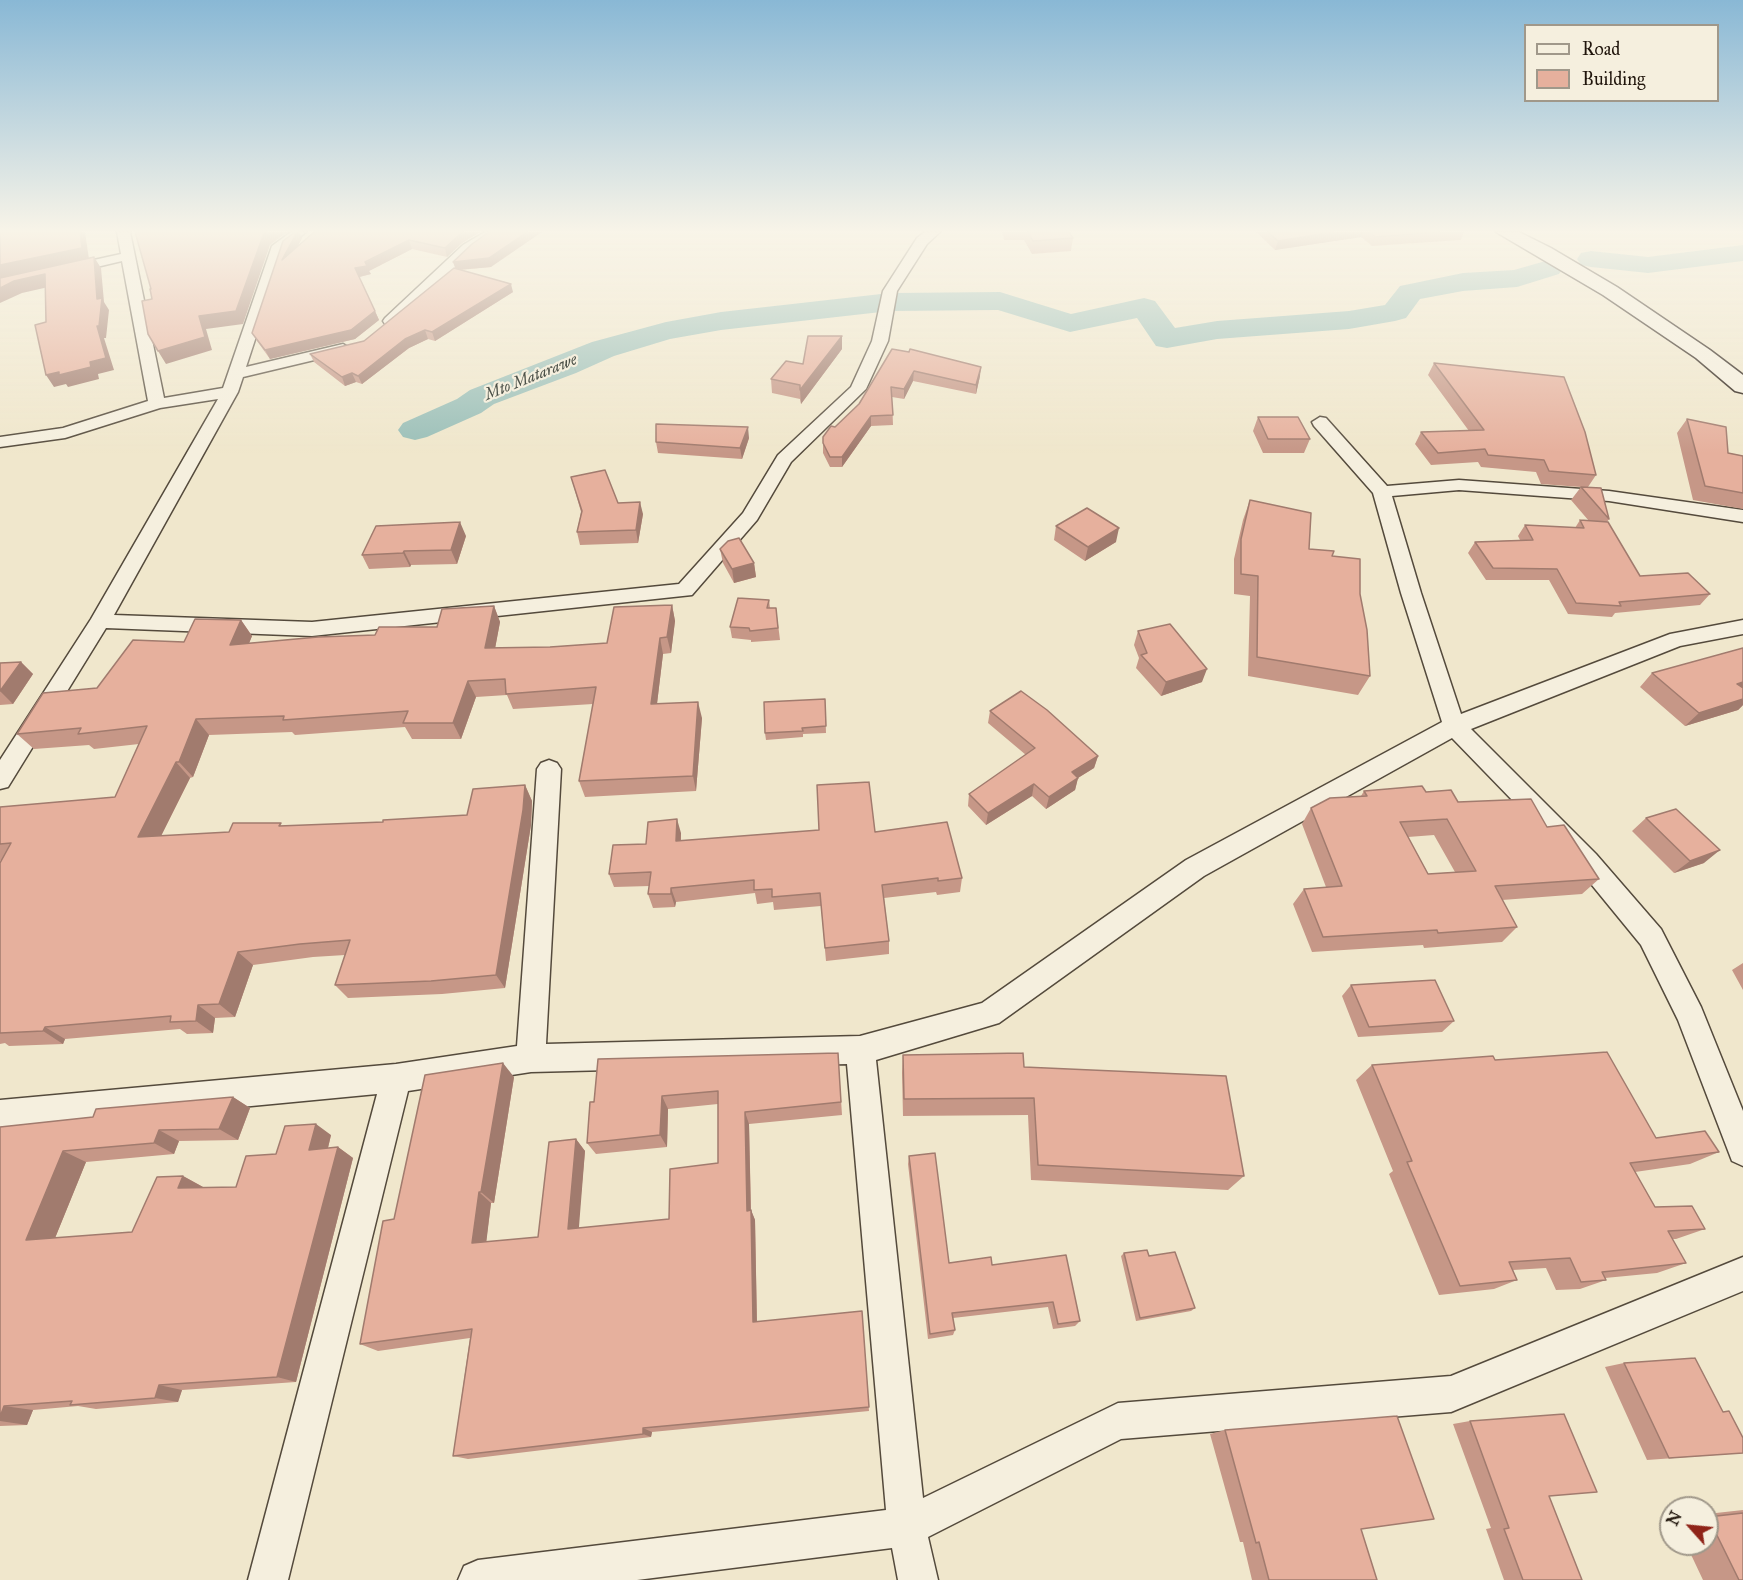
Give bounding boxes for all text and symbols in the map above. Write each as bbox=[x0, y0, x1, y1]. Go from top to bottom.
legend bbox=[1524, 24, 1719, 102]
text: Road bbox=[1582, 38, 1620, 60]
text: Building bbox=[1582, 68, 1645, 90]
water label: Mto Matarawe bbox=[482, 351, 580, 405]
north arrow bbox=[1659, 1496, 1719, 1556]
text: N bbox=[1663, 1508, 1686, 1529]

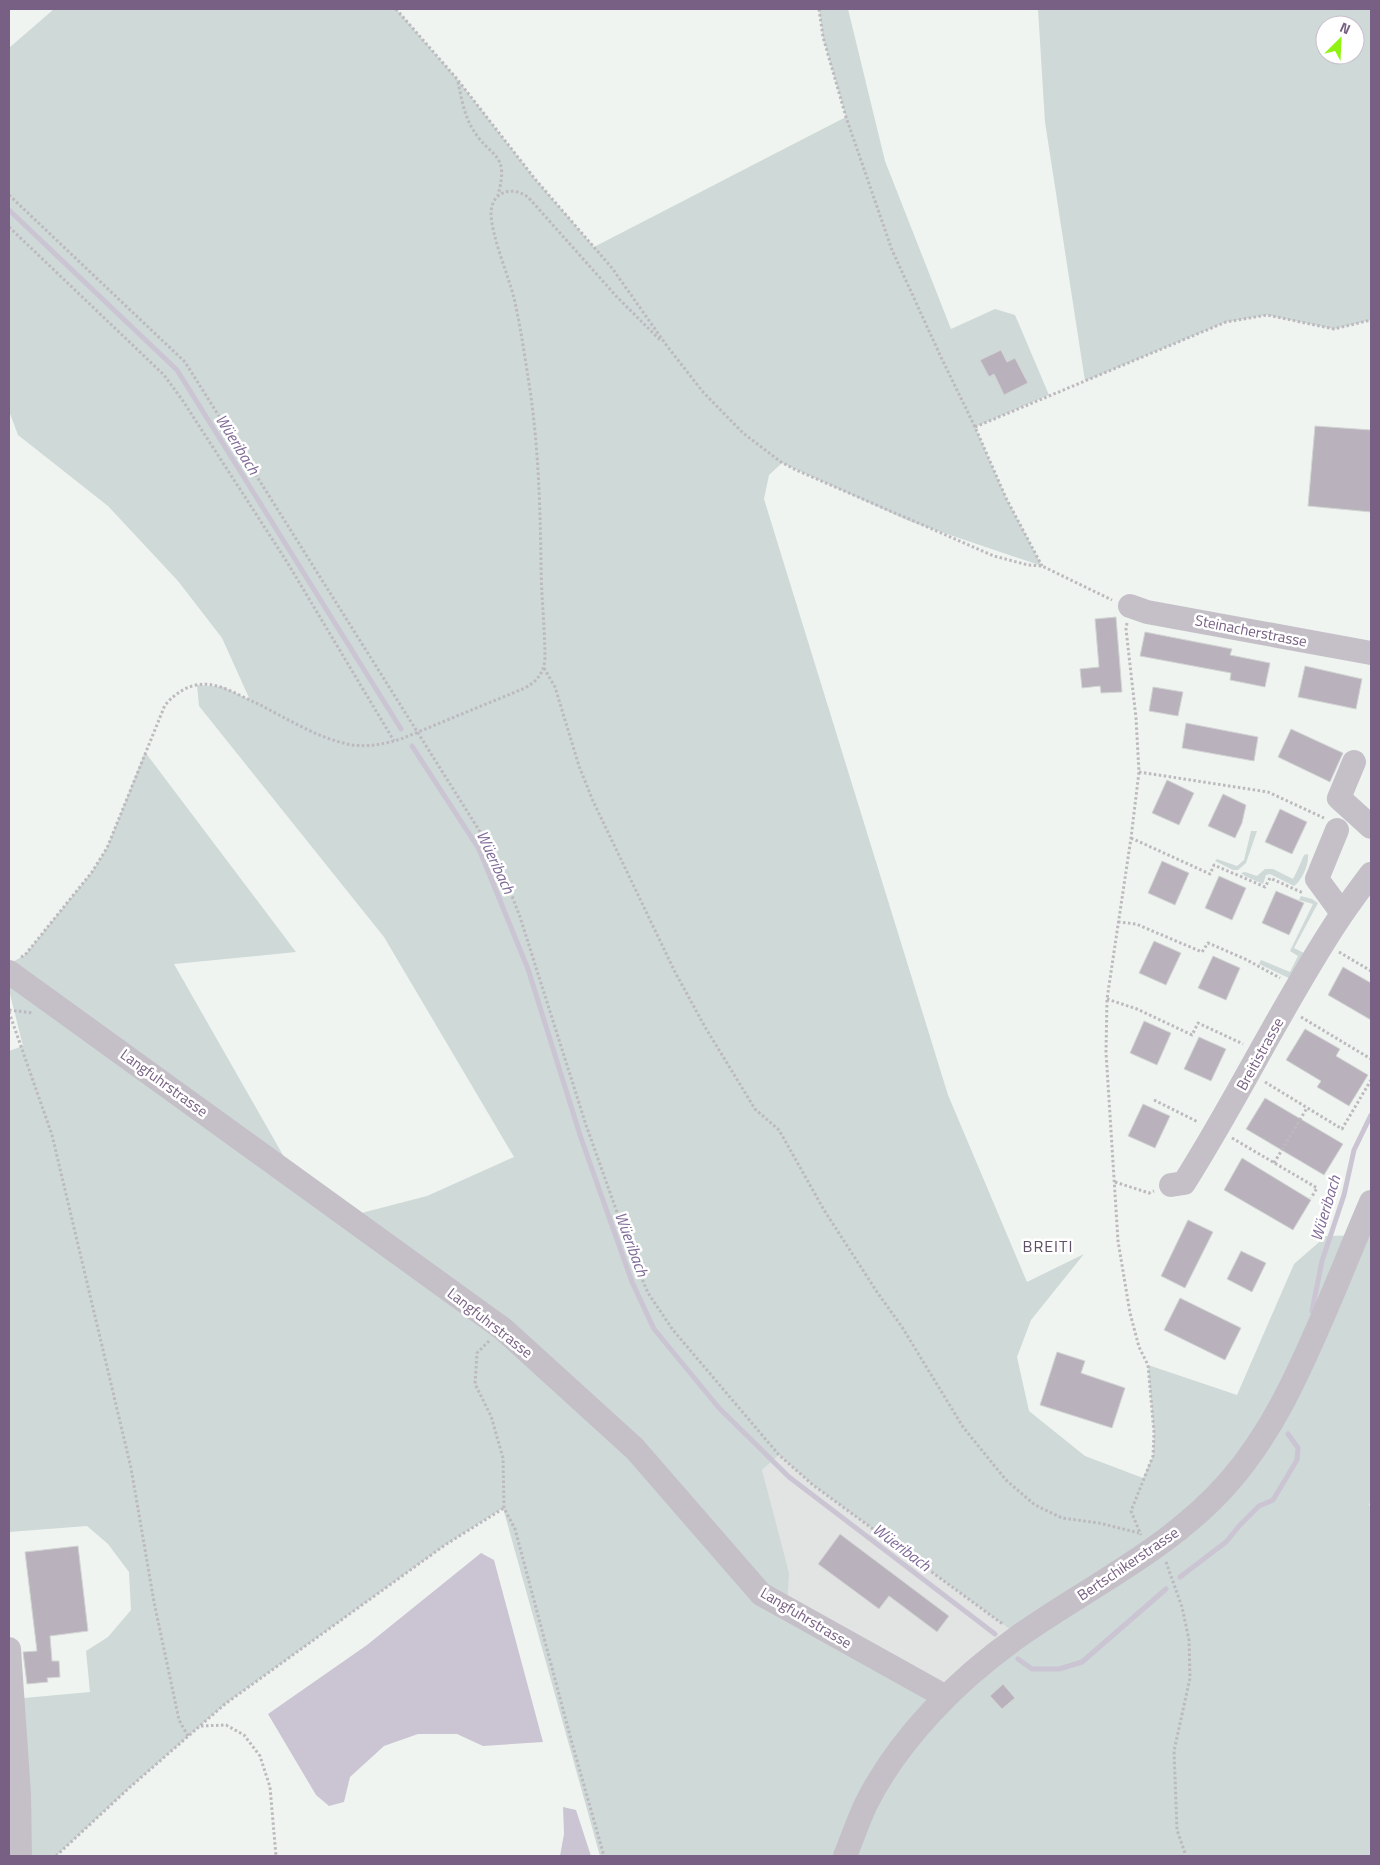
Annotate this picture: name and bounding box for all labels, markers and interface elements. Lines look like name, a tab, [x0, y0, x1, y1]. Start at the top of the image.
north arrow	[1315, 15, 1365, 65]
text: N	[1337, 16, 1354, 39]
water label: Wüeribach	[210, 409, 267, 480]
street label: Steinacherstrasse	[1193, 608, 1309, 653]
water label: Wüeribach	[471, 826, 522, 898]
street label: Breitistrasse	[1230, 1013, 1289, 1094]
street label: Langfuhrstrasse	[116, 1043, 213, 1122]
water label: Wüeribach	[1304, 1171, 1347, 1244]
water label: Wüeribach	[609, 1208, 655, 1281]
district label: BREITI	[1023, 1234, 1073, 1258]
street label: Langfuhrstrasse	[443, 1282, 538, 1363]
water label: Wüeribach	[868, 1517, 937, 1577]
street label: Bertschikerstrasse	[1072, 1521, 1183, 1606]
street label: Langfuhrstrasse	[756, 1581, 856, 1654]

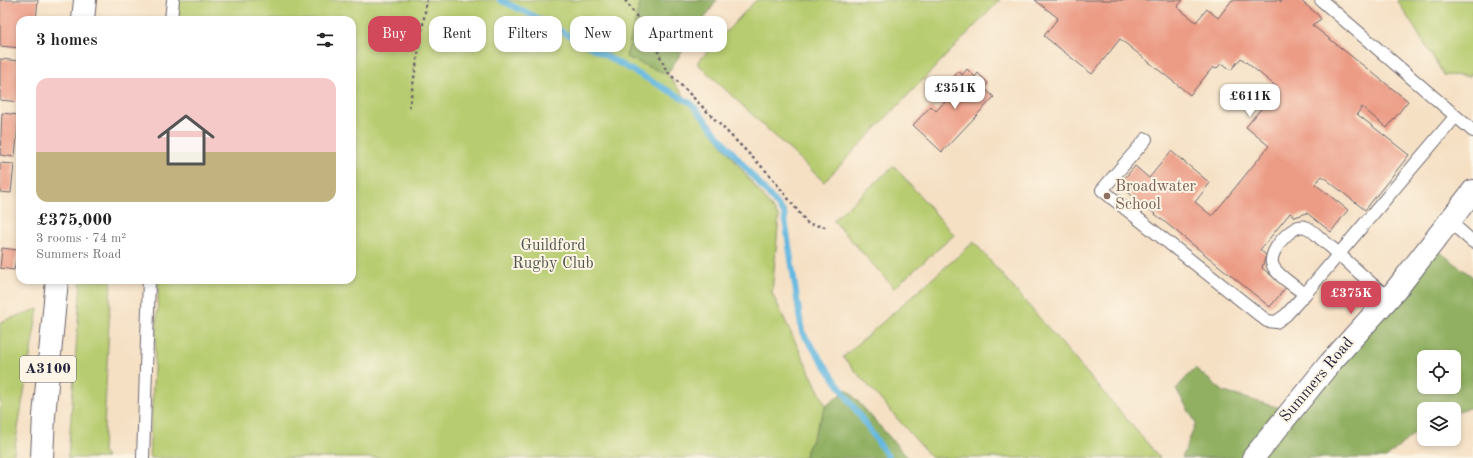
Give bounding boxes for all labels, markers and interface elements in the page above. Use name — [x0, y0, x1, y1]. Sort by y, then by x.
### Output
chip: Buy — [368, 16, 421, 52]
chip: Rent — [429, 16, 486, 52]
chip: Filters — [494, 16, 562, 52]
chip: New — [570, 16, 626, 52]
chip: Apartment — [634, 16, 727, 52]
icon: filters — [314, 29, 336, 51]
text: 3 homes — [36, 32, 98, 49]
pin: £351K — [927, 76, 983, 110]
text: £351K — [934, 82, 976, 95]
pin: £611K — [1222, 84, 1278, 118]
text: £611K — [1229, 90, 1271, 103]
icon: home — [150, 104, 222, 176]
place label: Broadwater School — [1115, 179, 1197, 213]
marker: Broadwater School — [1102, 191, 1112, 201]
text: £375,000 — [36, 212, 112, 229]
text: 3 rooms · 74 m² — [36, 232, 126, 245]
park label: Guildford Rugby Club — [512, 238, 594, 272]
text: Summers Road — [36, 248, 121, 261]
pin: £375K — [1323, 281, 1379, 315]
text: £375K — [1330, 287, 1372, 300]
street label: Summers Road — [1277, 335, 1357, 425]
map controls — [1417, 350, 1461, 446]
button: locate — [1417, 350, 1461, 394]
road number: A3100 — [20, 356, 76, 382]
button: layers — [1417, 402, 1461, 446]

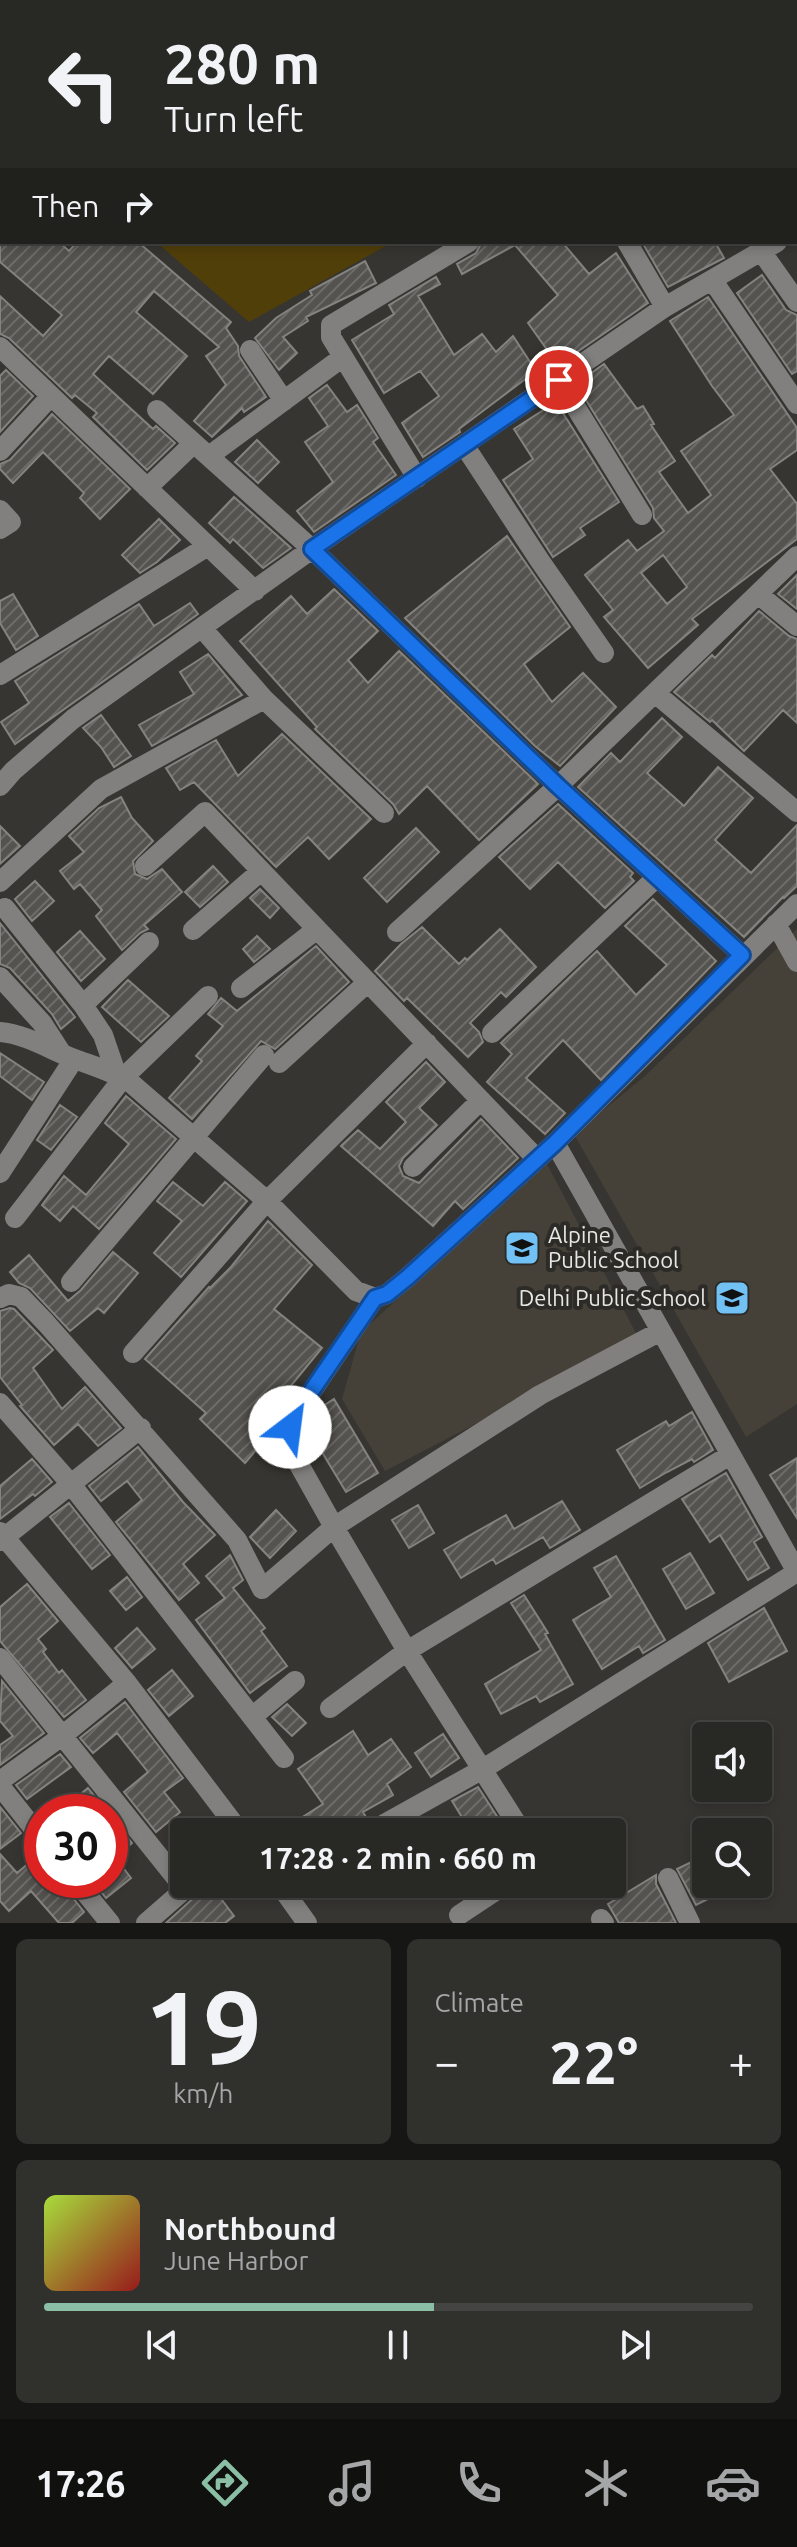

THE PROBLEM: From the first line to the last, give the data again exactly, but without pictures.

OUTPUT OF THE EXERCISE:
Give bounding boxes for all text and symbols in the map above. Write each as bbox=[x0, y0, x1, y1]. Go from top to bottom.
legend bbox=[1524, 24, 1719, 102]
text: Road bbox=[1582, 38, 1620, 60]
text: Building bbox=[1582, 68, 1645, 90]
water label: Mto Matarawe bbox=[482, 351, 580, 405]
north arrow bbox=[1659, 1496, 1719, 1556]
text: N bbox=[1663, 1508, 1686, 1529]

Annotate this picture: name and bounding box for all labels, markers and interface elements. Lines look like name, a tab, [x0, y0, x1, y1]. Start at the top of the image.
north arrow	[1315, 15, 1365, 65]
text: N	[1337, 16, 1354, 39]
water label: Wüeribach	[210, 409, 267, 480]
street label: Steinacherstrasse	[1193, 608, 1309, 653]
water label: Wüeribach	[471, 826, 522, 898]
street label: Breitistrasse	[1230, 1013, 1289, 1094]
street label: Langfuhrstrasse	[116, 1043, 213, 1122]
water label: Wüeribach	[1304, 1171, 1347, 1244]
water label: Wüeribach	[609, 1208, 655, 1281]
district label: BREITI	[1023, 1234, 1073, 1258]
street label: Langfuhrstrasse	[443, 1282, 538, 1363]
water label: Wüeribach	[868, 1517, 937, 1577]
street label: Bertschikerstrasse	[1072, 1521, 1183, 1606]
street label: Langfuhrstrasse	[756, 1581, 856, 1654]

Give bounding boxes for all labels, markers and interface elements in the page above. Use name — [x0, y0, x1, y1]. Sort by y, then by x.
### Output
chip: Buy — [368, 16, 421, 52]
chip: Rent — [429, 16, 486, 52]
chip: Filters — [494, 16, 562, 52]
chip: New — [570, 16, 626, 52]
chip: Apartment — [634, 16, 727, 52]
icon: filters — [314, 29, 336, 51]
text: 3 homes — [36, 32, 98, 49]
pin: £351K — [927, 76, 983, 110]
text: £351K — [934, 82, 976, 95]
pin: £611K — [1222, 84, 1278, 118]
text: £611K — [1229, 90, 1271, 103]
icon: home — [150, 104, 222, 176]
place label: Broadwater School — [1115, 179, 1197, 213]
marker: Broadwater School — [1102, 191, 1112, 201]
text: £375,000 — [36, 212, 112, 229]
text: 3 rooms · 74 m² — [36, 232, 126, 245]
park label: Guildford Rugby Club — [512, 238, 594, 272]
text: Summers Road — [36, 248, 121, 261]
pin: £375K — [1323, 281, 1379, 315]
text: £375K — [1330, 287, 1372, 300]
street label: Summers Road — [1277, 335, 1357, 425]
map controls — [1417, 350, 1461, 446]
button: locate — [1417, 350, 1461, 394]
road number: A3100 — [20, 356, 76, 382]
button: layers — [1417, 402, 1461, 446]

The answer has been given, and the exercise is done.